- _PROBLEM STATEMENT_: Beginning with the very first line, please reproduce the entries exactly through the line containing "align-items:center; gap:15px; padding:0".

(Stored data entries)
□ □ □ □ □
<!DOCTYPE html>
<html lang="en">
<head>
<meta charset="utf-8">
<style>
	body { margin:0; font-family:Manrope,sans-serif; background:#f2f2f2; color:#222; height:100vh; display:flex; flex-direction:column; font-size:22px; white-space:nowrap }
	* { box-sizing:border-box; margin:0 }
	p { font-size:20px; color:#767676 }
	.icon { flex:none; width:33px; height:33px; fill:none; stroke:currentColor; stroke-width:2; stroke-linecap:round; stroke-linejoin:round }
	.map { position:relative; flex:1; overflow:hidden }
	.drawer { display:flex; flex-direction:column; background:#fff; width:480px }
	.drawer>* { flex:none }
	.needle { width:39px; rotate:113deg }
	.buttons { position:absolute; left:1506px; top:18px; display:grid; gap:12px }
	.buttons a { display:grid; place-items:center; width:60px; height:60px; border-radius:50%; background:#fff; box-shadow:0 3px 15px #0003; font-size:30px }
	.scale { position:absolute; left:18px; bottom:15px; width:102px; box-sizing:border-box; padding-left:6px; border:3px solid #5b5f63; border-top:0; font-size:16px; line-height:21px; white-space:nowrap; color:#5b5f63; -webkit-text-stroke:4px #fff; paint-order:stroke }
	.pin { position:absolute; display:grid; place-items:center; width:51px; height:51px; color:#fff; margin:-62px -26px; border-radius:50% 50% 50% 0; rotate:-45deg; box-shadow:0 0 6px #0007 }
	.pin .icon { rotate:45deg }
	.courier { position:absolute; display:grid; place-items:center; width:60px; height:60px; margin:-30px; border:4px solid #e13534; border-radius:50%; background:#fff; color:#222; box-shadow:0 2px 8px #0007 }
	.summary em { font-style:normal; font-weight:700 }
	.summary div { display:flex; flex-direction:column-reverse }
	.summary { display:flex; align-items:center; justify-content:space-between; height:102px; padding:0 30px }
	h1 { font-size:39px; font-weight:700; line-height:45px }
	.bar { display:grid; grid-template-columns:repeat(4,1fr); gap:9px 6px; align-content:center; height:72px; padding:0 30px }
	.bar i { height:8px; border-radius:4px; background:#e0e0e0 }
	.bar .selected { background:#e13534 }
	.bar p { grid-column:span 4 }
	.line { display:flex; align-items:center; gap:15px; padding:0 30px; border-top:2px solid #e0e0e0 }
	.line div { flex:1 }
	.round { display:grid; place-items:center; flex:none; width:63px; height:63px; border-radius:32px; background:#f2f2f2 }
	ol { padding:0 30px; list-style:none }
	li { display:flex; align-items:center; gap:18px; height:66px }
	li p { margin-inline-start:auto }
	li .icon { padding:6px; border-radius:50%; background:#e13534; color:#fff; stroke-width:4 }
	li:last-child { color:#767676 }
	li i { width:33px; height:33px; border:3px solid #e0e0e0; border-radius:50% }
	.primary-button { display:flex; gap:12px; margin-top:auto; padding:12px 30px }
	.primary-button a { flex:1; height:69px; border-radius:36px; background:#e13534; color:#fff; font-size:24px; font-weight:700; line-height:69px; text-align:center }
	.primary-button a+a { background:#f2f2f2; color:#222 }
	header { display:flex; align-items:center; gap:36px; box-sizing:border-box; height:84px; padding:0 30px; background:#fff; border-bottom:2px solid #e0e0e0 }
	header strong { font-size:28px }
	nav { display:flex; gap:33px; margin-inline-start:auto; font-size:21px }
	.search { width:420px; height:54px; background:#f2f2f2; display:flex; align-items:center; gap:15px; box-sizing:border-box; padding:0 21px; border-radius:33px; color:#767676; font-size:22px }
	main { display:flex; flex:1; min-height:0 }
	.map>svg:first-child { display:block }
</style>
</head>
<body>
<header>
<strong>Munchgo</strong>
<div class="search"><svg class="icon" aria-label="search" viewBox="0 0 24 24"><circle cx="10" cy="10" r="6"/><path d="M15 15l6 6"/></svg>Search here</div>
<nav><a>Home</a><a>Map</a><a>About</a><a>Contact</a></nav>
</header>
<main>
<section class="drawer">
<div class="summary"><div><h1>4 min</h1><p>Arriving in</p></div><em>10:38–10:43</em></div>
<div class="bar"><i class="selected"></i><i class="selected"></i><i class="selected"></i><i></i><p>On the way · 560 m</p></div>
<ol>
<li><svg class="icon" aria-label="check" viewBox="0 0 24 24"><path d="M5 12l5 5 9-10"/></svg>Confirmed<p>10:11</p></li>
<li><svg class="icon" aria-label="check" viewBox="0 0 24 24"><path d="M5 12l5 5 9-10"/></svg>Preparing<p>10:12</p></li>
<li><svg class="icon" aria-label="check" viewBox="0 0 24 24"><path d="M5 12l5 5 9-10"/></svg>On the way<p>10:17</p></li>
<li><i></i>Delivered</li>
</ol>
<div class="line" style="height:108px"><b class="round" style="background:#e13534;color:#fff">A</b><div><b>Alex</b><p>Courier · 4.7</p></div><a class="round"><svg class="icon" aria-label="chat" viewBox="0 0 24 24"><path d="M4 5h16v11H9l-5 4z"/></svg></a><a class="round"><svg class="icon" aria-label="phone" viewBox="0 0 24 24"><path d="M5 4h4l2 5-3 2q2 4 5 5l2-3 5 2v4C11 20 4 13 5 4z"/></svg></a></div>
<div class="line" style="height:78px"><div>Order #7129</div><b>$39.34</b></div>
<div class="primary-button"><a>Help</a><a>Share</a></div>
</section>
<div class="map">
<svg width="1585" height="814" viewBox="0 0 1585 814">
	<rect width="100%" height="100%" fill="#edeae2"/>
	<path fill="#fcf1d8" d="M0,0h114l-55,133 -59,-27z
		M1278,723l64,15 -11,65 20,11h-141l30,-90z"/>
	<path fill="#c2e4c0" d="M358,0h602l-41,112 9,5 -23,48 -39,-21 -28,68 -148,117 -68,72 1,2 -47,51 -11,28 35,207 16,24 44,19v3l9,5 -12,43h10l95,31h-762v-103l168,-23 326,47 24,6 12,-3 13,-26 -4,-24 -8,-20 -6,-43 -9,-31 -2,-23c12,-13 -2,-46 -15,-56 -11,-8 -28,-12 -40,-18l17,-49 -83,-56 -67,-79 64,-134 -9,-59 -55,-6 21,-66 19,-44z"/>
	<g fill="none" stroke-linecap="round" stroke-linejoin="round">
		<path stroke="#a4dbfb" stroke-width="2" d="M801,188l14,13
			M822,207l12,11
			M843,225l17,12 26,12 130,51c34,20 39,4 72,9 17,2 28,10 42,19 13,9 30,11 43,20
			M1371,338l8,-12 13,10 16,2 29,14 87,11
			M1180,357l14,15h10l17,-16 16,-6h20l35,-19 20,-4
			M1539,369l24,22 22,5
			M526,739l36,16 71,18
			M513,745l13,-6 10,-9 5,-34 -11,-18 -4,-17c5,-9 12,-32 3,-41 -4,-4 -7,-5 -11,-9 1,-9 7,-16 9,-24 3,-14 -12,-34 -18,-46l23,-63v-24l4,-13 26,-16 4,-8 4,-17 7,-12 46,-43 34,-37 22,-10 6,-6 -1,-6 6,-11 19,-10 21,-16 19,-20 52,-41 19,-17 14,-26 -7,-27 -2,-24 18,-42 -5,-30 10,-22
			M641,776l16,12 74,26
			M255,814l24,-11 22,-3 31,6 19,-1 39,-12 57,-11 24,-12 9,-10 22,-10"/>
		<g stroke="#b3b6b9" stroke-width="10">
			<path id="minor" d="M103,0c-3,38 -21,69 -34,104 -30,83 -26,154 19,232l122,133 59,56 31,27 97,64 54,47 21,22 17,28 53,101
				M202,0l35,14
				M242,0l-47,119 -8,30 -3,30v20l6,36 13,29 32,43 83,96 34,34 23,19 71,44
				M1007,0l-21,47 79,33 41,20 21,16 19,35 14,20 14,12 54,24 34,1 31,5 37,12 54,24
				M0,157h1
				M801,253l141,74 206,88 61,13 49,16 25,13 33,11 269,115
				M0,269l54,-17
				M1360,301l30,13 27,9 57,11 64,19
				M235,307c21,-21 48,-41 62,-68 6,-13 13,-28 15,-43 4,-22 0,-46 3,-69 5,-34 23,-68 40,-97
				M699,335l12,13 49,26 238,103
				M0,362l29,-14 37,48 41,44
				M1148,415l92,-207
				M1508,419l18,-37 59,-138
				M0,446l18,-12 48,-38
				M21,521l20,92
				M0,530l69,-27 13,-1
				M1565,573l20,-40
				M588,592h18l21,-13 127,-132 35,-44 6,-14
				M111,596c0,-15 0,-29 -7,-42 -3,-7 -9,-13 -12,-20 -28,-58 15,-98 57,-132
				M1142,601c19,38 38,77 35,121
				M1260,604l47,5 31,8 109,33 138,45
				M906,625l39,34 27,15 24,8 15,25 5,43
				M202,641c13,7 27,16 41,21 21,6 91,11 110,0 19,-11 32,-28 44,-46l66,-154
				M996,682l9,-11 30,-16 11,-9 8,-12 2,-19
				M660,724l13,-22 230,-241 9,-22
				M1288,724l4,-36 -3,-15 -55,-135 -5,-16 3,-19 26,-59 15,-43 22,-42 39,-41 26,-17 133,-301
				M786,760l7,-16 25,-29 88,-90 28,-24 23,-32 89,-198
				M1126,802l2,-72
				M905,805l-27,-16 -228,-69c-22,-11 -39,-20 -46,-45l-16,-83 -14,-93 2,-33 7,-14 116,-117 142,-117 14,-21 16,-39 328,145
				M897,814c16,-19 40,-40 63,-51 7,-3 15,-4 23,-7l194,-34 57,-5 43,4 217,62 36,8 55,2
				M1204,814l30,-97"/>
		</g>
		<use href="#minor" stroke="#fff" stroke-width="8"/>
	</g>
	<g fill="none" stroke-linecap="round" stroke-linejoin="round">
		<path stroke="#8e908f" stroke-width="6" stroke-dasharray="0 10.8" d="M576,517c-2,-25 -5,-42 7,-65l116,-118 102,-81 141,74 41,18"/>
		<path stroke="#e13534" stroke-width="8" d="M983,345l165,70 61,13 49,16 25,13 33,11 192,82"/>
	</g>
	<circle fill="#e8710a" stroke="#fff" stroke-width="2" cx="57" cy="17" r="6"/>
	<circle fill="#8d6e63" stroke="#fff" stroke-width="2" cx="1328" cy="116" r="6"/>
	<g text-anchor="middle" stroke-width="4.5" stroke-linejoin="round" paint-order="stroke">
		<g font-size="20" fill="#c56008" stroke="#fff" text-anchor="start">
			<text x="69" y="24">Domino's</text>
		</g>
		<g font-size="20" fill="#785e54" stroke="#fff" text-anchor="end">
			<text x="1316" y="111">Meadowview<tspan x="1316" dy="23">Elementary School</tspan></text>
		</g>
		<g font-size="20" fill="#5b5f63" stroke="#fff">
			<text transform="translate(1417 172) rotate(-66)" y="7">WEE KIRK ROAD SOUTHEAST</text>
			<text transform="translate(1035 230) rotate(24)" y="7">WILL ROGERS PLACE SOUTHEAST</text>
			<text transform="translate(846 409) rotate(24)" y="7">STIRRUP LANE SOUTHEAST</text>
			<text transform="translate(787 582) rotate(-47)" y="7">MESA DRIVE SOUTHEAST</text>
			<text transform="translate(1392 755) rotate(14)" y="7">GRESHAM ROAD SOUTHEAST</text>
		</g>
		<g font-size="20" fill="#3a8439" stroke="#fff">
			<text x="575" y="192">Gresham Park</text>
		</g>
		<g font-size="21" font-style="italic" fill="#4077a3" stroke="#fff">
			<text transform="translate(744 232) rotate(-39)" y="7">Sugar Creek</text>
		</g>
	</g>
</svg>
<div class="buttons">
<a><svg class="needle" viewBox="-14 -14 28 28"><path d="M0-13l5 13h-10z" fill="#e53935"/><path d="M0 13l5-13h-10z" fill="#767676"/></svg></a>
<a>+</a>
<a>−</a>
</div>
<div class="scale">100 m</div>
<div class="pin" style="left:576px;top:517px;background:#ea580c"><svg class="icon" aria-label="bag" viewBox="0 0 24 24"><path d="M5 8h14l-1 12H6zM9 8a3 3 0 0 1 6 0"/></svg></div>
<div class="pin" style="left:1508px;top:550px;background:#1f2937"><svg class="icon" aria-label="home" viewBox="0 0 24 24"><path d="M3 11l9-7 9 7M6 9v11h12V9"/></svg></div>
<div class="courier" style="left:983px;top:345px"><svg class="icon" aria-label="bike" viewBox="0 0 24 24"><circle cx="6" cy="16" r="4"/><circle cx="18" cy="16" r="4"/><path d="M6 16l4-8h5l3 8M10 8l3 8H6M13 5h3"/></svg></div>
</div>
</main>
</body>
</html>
□ □ □ □ □
- _SOLUTION_:
<!DOCTYPE html>
<html lang="en">
<head>
<meta charset="utf-8">
<style>
	body { margin:0; font-family:Manrope,sans-serif; background:#f2f2f2; color:#222; height:100vh; display:flex; flex-direction:column; font-size:22px; white-space:nowrap }
	* { box-sizing:border-box; margin:0 }
	p { font-size:20px; color:#767676 }
	.icon { flex:none; width:33px; height:33px; fill:none; stroke:currentColor; stroke-width:2; stroke-linecap:round; stroke-linejoin:round }
	.map { position:relative; flex:1; overflow:hidden }
	.drawer { display:flex; flex-direction:column; background:#fff; width:480px }
	.drawer>* { flex:none }
	.needle { width:39px; rotate:113deg }
	.buttons { position:absolute; left:1506px; top:18px; display:grid; gap:12px }
	.buttons a { display:grid; place-items:center; width:60px; height:60px; border-radius:50%; background:#fff; box-shadow:0 3px 15px #0003; font-size:30px }
	.scale { position:absolute; left:18px; bottom:15px; width:102px; box-sizing:border-box; padding-left:6px; border:3px solid #5b5f63; border-top:0; font-size:16px; line-height:21px; white-space:nowrap; color:#5b5f63; -webkit-text-stroke:4px #fff; paint-order:stroke }
	.pin { position:absolute; display:grid; place-items:center; width:51px; height:51px; color:#fff; margin:-62px -26px; border-radius:50% 50% 50% 0; rotate:-45deg; box-shadow:0 0 6px #0007 }
	.pin .icon { rotate:45deg }
	.courier { position:absolute; display:grid; place-items:center; width:60px; height:60px; margin:-30px; border:4px solid #e13534; border-radius:50%; background:#fff; color:#222; box-shadow:0 2px 8px #0007 }
	.summary em { font-style:normal; font-weight:700 }
	.summary div { display:flex; flex-direction:column-reverse }
	.summary { display:flex; align-items:center; justify-content:space-between; height:102px; padding:0 30px }
	h1 { font-size:39px; font-weight:700; line-height:45px }
	.bar { display:grid; grid-template-columns:repeat(4,1fr); gap:9px 6px; align-content:center; height:72px; padding:0 30px }
	.bar i { height:8px; border-radius:4px; background:#e0e0e0 }
	.bar .selected { background:#e13534 }
	.bar p { grid-column:span 4 }
	.line { display:flex; align-items:center; gap:15px; padding:0 30px; border-top:2px solid #e0e0e0 }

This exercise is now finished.